Un jeune colombien de 20 ans, Antonio, nous demande avec candeur si nous restons à l’hostel pour la soirée et nous propose un verre de cidre et un sandwich à la viande (of course) en partage. Nous irons de nos mini-sandwich toastés : pain complet, philadelphia, tomate, mortadelle, fromage, d’une petite salade pepino con tomate y cebolla (concombre, tomate, oignon), le grand classique. Le tout accompagné d’un petit blanc des familles et nous voilà 11h 30 en compagnie d’un libraire éméché, d’un cordobès tranquilo, d’un colombien tout mignon, d’un gardien de nuit bien aigri, pour lever notre verre à cette fin d’année, nous embrasser avec force avant de sortir contempler les feux d’artifice qui pètent de partout, une gabegie de son et de lumière !

En quelques jours, nous avons déjà eu plusieurs échanges passionnants : Freud, sa vie son œuvre ; nazisme appliqué via feugerie locale face à peroniste moyen (chaud bouillant la discussion) ; exactions russe sur la population roumaine durant la seconde guerre mondiale ; carte touristique du nouveau Medellin, si clean, si moderne ; hommages exaltés à la culture française et son rayonnement (y’a bien que les argentins pour croire encore à ça) ; grandeur passée et misère présente du peuple argentin ; régime indien : un seul repas hyper-protéïné et le reste du temps du maté et rien que du maté (à tester ! ndlr : Alfred est à – 9 kg depuis le départ, moi je n’ai pas de référence poids par rapport au départ mais rien d’extraordinaire à signaler.
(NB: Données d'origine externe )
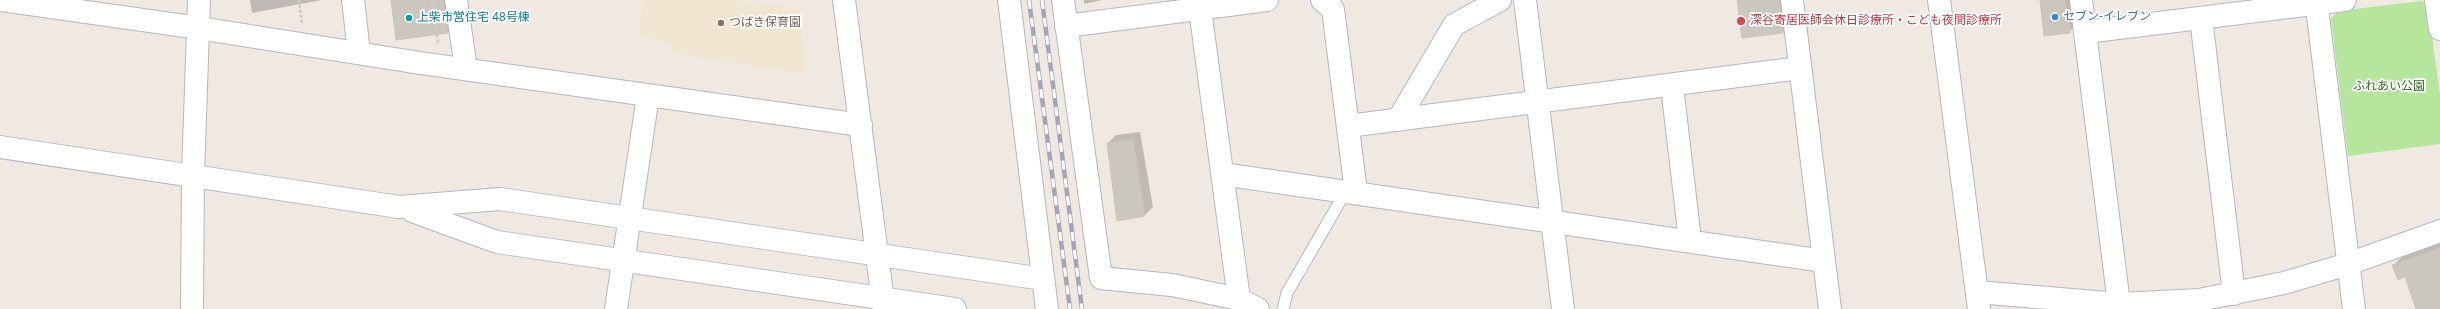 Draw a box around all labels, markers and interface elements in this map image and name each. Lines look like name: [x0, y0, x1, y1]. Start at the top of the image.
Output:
place label: セブン-イレブン: [2063, 10, 2151, 24]
place label: 上柴市営住宅 48号棟: [417, 11, 530, 25]
marker: セブン-イレブン: [2050, 12, 2060, 22]
marker: 上柴市営住宅 48号棟: [404, 13, 414, 23]
place label: 深谷寄居医師会休日診療所・こども夜間診療所: [1750, 14, 2002, 28]
marker: 深谷寄居医師会休日診療所・こども夜間診療所: [1735, 15, 1747, 27]
place label: つばき保育園: [729, 16, 801, 30]
marker: つばき保育園: [716, 18, 726, 28]
park label: ふれあい公園: [2353, 80, 2425, 94] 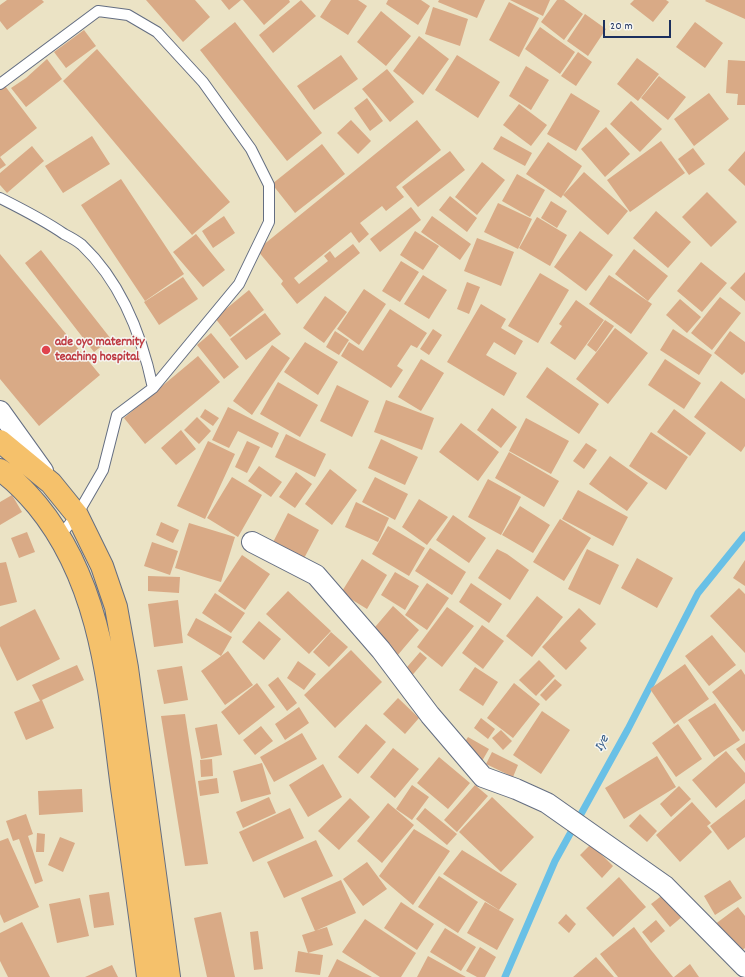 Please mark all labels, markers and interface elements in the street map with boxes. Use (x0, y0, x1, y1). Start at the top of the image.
scale bar (605, 12, 673, 38)
text: 20 m (610, 18, 633, 35)
place label: ade oyo maternity teaching hospital (55, 335, 145, 366)
marker: ade oyo maternity teaching hospital (40, 344, 52, 356)
water label: Iye (592, 733, 614, 755) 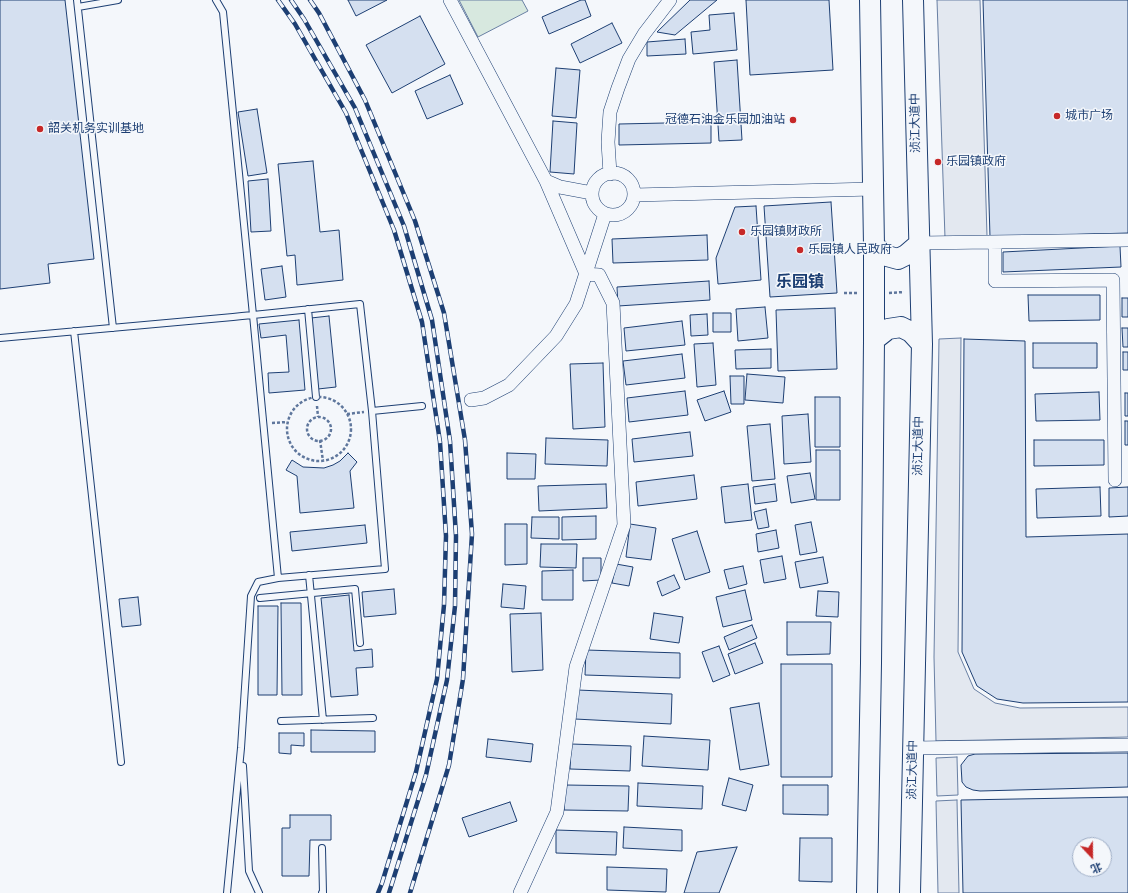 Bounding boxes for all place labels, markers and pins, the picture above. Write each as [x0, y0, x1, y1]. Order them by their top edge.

Cependant je le répète : zéro cigarette depuis le départ et un double menton en voie de disparition)…
Bref on s’ennuie pas ! À suivre…

1 janvier 2011, toujours à Buenos Aires. J’écris en ce matin tranquille avec Nocomment-tv en bruit de fond : que des images de l’actualité dans le monde entier, du quasi-direct, pas de commentaires, quelques ITV, des docus, quasi pas de pub y nada mas, pas mal ce concept !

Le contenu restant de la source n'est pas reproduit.